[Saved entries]
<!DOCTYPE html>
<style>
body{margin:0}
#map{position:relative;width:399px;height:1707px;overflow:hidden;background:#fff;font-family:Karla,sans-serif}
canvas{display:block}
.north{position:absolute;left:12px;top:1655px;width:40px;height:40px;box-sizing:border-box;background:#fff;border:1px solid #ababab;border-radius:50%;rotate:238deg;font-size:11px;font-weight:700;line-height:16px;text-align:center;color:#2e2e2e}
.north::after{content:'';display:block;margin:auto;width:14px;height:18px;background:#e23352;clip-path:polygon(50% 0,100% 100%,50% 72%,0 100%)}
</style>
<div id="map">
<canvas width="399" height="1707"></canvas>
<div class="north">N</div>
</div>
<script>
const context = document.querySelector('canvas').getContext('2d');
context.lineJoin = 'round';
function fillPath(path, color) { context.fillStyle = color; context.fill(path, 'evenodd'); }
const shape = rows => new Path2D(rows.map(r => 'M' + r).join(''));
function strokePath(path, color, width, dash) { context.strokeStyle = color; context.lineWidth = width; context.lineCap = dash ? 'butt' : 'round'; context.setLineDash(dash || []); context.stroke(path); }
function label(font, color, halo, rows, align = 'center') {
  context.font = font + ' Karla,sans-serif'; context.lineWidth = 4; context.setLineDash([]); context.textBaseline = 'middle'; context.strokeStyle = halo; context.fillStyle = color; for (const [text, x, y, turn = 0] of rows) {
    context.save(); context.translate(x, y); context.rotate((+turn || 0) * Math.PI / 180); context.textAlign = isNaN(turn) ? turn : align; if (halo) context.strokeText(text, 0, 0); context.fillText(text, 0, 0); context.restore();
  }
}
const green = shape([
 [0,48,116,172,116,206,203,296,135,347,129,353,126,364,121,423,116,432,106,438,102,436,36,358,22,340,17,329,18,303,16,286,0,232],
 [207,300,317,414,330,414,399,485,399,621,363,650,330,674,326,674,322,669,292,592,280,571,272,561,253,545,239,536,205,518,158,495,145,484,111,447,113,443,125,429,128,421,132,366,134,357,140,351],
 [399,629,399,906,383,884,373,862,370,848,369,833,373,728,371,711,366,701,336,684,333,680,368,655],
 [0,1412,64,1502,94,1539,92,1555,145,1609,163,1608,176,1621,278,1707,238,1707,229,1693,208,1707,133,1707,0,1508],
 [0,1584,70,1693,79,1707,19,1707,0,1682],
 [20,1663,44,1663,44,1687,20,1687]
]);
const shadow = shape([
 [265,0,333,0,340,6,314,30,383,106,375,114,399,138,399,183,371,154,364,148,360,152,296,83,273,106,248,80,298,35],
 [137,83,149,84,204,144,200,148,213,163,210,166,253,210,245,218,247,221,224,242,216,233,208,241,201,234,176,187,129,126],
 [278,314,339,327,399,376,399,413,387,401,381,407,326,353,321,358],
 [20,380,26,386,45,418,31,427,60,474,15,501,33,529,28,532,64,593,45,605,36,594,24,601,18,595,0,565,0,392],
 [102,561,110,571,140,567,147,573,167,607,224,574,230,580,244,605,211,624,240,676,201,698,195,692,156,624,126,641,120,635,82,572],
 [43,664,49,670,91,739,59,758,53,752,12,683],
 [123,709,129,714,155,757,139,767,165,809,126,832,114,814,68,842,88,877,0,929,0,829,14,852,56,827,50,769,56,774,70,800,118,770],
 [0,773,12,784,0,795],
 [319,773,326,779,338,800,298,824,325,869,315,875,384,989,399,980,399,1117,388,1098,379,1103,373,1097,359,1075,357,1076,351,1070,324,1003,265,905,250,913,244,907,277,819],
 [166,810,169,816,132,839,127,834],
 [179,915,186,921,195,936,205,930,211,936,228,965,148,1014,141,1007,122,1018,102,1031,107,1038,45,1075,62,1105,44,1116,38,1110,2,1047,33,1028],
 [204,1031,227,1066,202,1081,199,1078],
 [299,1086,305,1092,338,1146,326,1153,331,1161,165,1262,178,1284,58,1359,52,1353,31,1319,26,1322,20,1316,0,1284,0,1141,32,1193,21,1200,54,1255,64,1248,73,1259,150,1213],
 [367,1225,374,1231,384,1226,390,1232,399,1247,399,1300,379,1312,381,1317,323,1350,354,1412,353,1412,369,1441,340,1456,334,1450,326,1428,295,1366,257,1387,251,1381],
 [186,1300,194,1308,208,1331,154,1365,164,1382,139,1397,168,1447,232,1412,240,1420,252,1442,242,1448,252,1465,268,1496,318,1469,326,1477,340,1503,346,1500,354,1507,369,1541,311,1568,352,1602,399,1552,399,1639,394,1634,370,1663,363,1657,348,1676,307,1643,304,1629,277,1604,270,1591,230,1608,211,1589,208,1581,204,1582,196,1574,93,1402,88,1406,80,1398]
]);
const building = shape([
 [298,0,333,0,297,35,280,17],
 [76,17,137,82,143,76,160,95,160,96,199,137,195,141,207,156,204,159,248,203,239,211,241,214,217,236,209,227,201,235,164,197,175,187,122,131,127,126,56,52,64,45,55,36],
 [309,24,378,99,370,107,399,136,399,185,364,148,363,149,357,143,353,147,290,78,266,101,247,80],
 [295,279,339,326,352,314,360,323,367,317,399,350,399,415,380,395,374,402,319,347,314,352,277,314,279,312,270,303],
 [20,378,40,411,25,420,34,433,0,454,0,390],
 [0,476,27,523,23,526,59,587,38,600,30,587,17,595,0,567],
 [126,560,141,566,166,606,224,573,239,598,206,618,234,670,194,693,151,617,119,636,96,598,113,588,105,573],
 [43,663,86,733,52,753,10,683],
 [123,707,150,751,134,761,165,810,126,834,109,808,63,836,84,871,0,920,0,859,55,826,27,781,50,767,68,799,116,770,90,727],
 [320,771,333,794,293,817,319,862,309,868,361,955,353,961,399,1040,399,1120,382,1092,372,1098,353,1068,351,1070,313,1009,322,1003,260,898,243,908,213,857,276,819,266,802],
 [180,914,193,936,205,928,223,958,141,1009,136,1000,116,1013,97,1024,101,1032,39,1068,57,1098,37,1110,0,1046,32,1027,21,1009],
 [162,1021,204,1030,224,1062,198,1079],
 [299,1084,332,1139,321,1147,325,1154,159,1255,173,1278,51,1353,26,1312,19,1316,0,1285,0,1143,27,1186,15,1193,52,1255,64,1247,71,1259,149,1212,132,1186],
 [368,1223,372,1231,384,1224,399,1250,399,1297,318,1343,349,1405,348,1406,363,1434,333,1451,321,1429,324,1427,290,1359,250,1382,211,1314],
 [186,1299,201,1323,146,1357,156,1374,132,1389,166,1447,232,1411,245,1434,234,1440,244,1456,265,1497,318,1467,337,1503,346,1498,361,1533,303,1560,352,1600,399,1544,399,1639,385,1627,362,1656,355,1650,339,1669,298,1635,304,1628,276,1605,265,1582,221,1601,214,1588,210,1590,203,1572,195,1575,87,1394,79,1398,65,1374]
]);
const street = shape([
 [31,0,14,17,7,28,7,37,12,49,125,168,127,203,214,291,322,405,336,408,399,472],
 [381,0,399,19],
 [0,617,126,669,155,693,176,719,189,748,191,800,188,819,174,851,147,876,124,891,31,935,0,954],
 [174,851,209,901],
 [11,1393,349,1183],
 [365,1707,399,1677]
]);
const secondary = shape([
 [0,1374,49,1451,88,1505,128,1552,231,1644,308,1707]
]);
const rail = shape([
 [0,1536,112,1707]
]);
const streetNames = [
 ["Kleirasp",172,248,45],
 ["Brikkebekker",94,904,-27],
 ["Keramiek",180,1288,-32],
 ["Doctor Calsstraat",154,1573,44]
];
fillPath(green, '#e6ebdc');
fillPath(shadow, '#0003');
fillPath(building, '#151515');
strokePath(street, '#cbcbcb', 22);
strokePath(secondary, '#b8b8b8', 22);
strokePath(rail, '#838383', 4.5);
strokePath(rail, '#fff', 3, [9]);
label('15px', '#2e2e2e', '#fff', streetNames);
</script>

**WHAT YOU ARE ASKED TO DO**
From the records above, pick out and copy each line holding the word "color".

**THE COMPLETED TASK**
.north{position:absolute;left:12px;top:1655px;width:40px;height:40px;box-sizing:border-box;background:#fff;border:1px solid #ababab;border-radius:50%;rotate:238deg;font-size:11px;font-weight:700;line-height:16px;text-align:center;color:#2e2e2e}
function fillPath(path, color) { context.fillStyle = color; context.fill(path, 'evenodd'); }
function strokePath(path, color, width, dash) { context.strokeStyle = color; context.lineWidth = width; context.lineCap = dash ? 'butt' : 'round'; context.setLineDash(dash || []); context.stroke(path); }
function label(font, color, halo, rows, align = 'center') {
  context.font = font + ' Karla,sans-serif'; context.lineWidth = 4; context.setLineDash([]); context.textBaseline = 'middle'; context.strokeStyle = halo; context.fillStyle = color; for (const [text, x, y, turn = 0] of rows) {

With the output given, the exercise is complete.